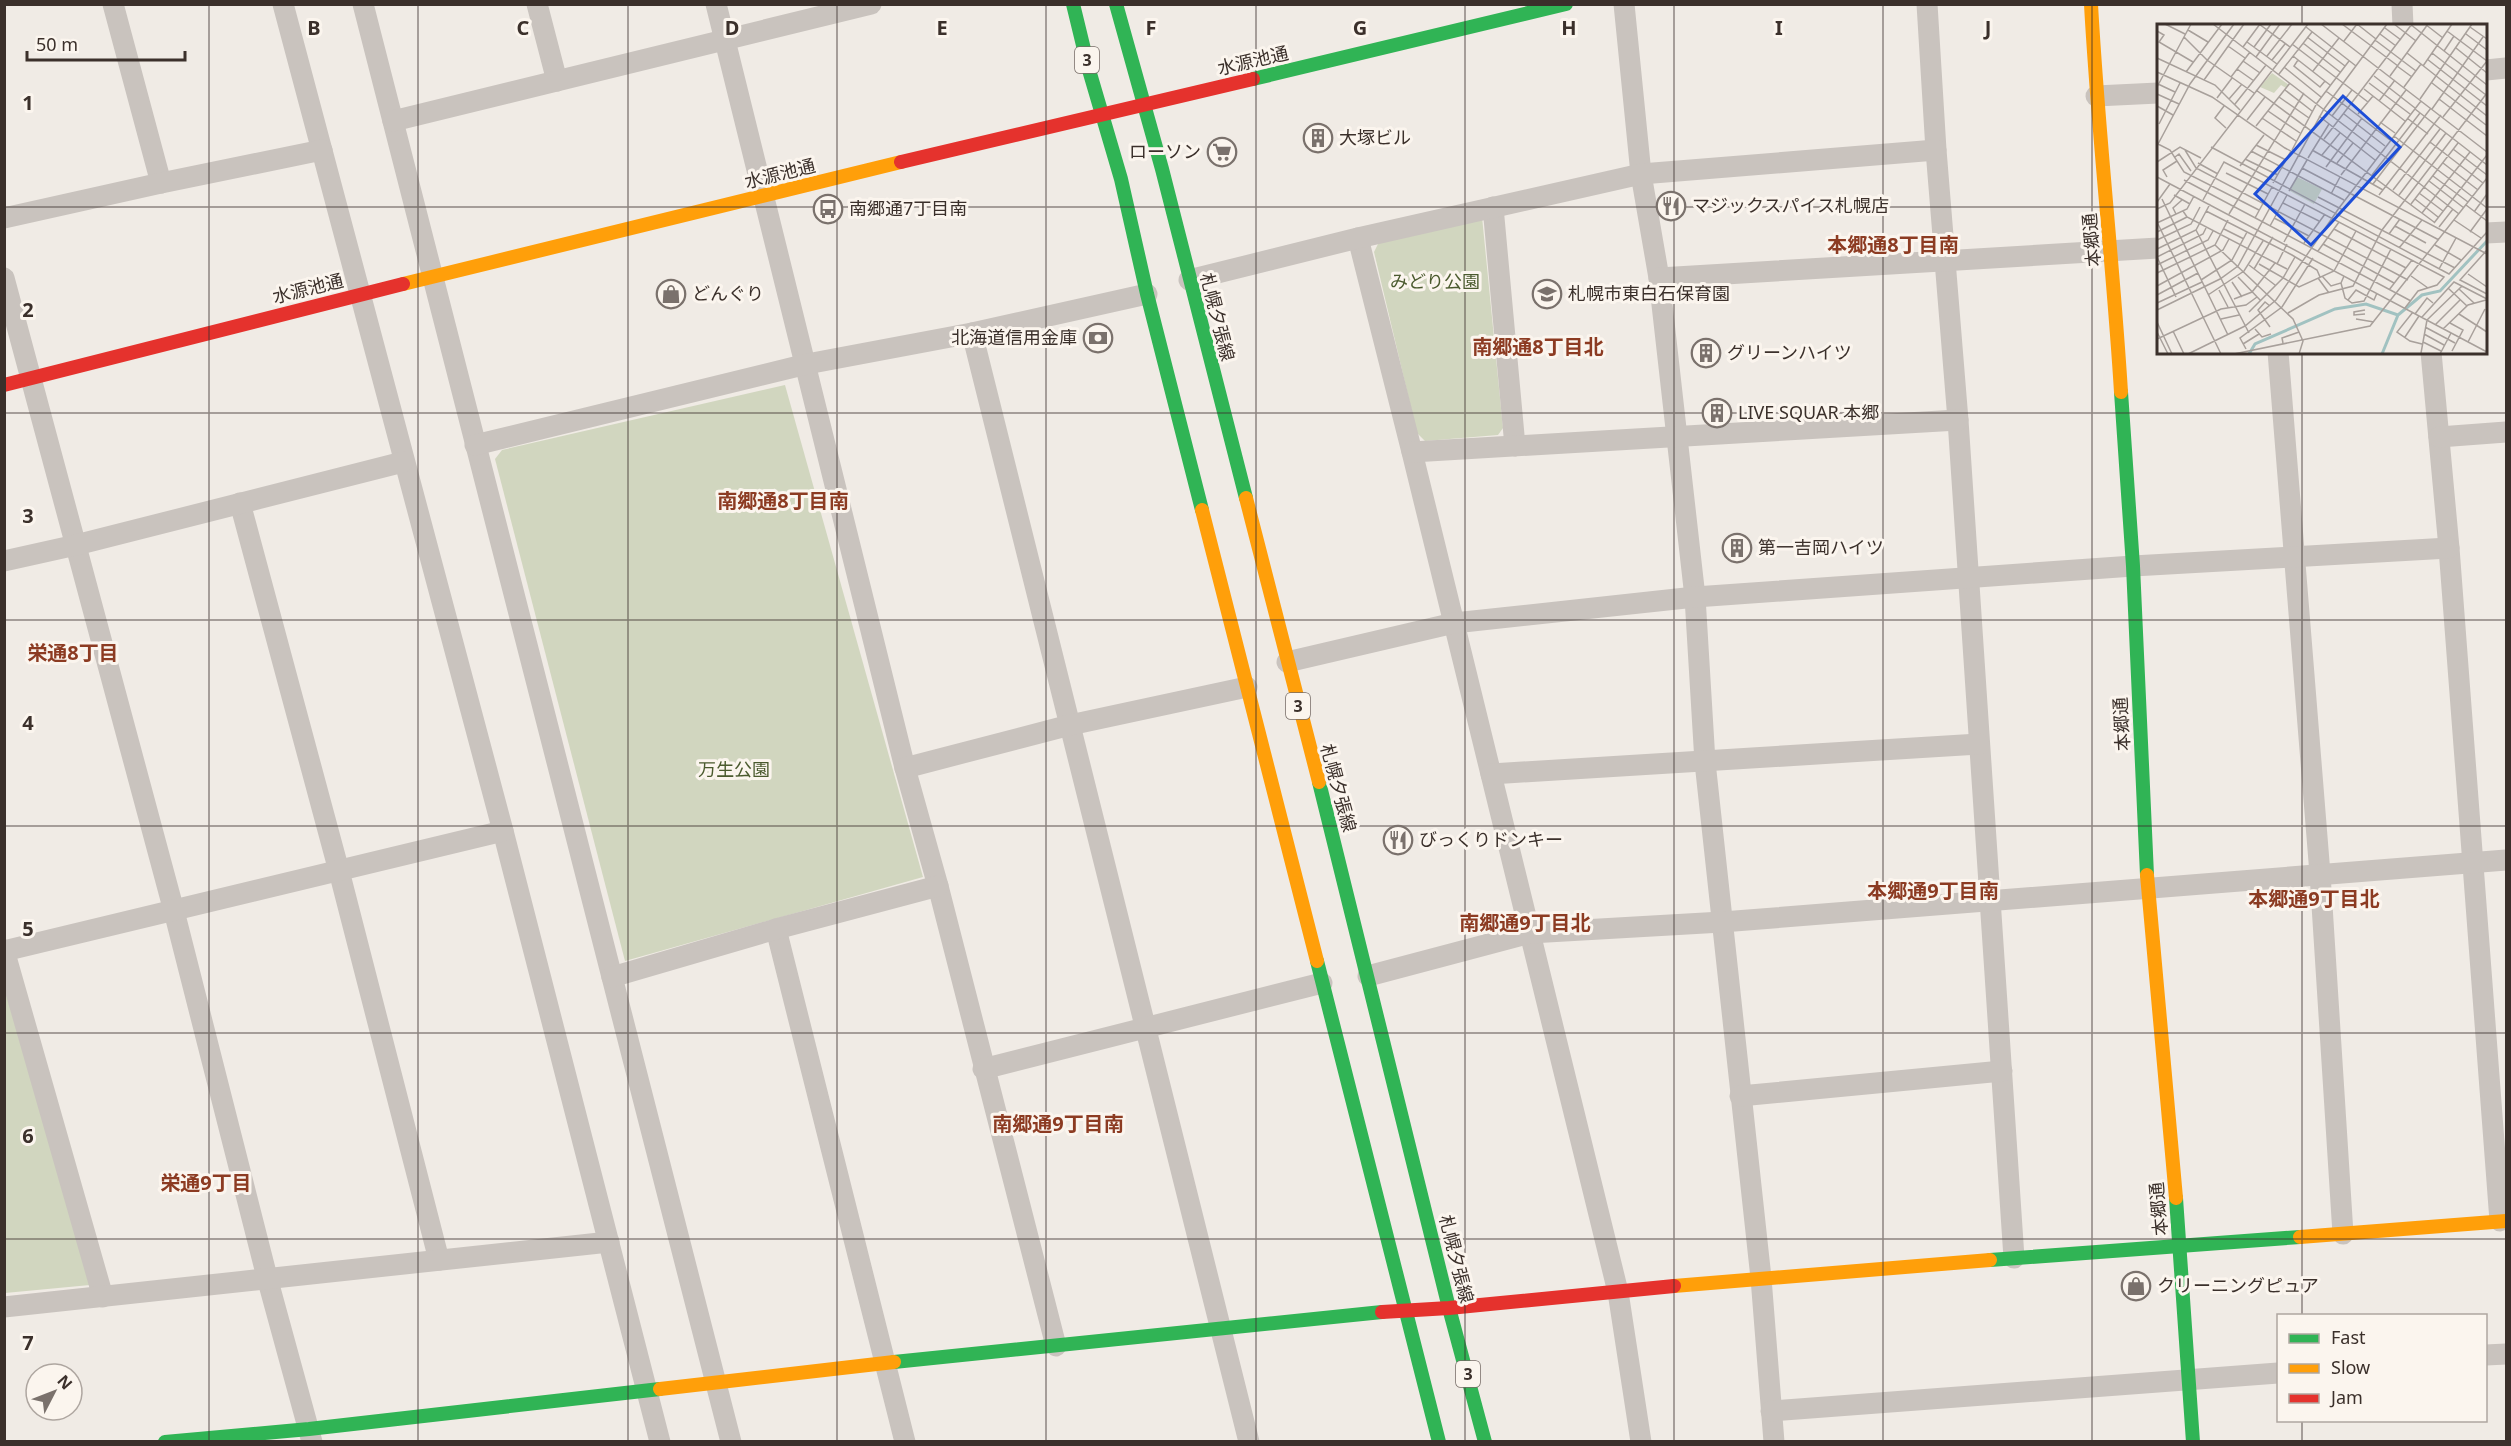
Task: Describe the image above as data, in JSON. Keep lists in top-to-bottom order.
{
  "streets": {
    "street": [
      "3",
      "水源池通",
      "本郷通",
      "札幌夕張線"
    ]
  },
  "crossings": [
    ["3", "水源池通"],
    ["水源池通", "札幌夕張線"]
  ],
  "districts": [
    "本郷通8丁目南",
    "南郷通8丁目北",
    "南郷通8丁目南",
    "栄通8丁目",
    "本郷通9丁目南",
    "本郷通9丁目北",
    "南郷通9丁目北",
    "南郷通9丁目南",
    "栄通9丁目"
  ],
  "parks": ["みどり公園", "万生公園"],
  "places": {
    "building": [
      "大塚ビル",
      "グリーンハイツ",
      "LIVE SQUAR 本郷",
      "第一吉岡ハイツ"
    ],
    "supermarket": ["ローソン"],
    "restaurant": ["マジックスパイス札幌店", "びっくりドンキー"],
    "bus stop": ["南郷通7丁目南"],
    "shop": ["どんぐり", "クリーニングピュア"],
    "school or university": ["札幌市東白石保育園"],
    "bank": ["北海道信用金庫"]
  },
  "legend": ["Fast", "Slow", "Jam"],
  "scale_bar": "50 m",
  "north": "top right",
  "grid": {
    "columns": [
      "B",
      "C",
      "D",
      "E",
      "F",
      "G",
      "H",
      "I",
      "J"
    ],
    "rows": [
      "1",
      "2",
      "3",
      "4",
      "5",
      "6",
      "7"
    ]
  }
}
════════
YOUR GOAL: Give back the entries above exactly as they stand. Leave the images out.

COMPLETED EXERCISE:
Task: Describe the image above as data, in JSON. Keep lists in top-to-bottom order.
{
  "streets": {
    "street": [
      "3",
      "水源池通",
      "本郷通",
      "札幌夕張線"
    ]
  },
  "crossings": [
    ["3", "水源池通"],
    ["水源池通", "札幌夕張線"]
  ],
  "districts": [
    "本郷通8丁目南",
    "南郷通8丁目北",
    "南郷通8丁目南",
    "栄通8丁目",
    "本郷通9丁目南",
    "本郷通9丁目北",
    "南郷通9丁目北",
    "南郷通9丁目南",
    "栄通9丁目"
  ],
  "parks": ["みどり公園", "万生公園"],
  "places": {
    "building": [
      "大塚ビル",
      "グリーンハイツ",
      "LIVE SQUAR 本郷",
      "第一吉岡ハイツ"
    ],
    "supermarket": ["ローソン"],
    "restaurant": ["マジックスパイス札幌店", "びっくりドンキー"],
    "bus stop": ["南郷通7丁目南"],
    "shop": ["どんぐり", "クリーニングピュア"],
    "school or university": ["札幌市東白石保育園"],
    "bank": ["北海道信用金庫"]
  },
  "legend": ["Fast", "Slow", "Jam"],
  "scale_bar": "50 m",
  "north": "top right",
  "grid": {
    "columns": [
      "B",
      "C",
      "D",
      "E",
      "F",
      "G",
      "H",
      "I",
      "J"
    ],
    "rows": [
      "1",
      "2",
      "3",
      "4",
      "5",
      "6",
      "7"
    ]
  }
}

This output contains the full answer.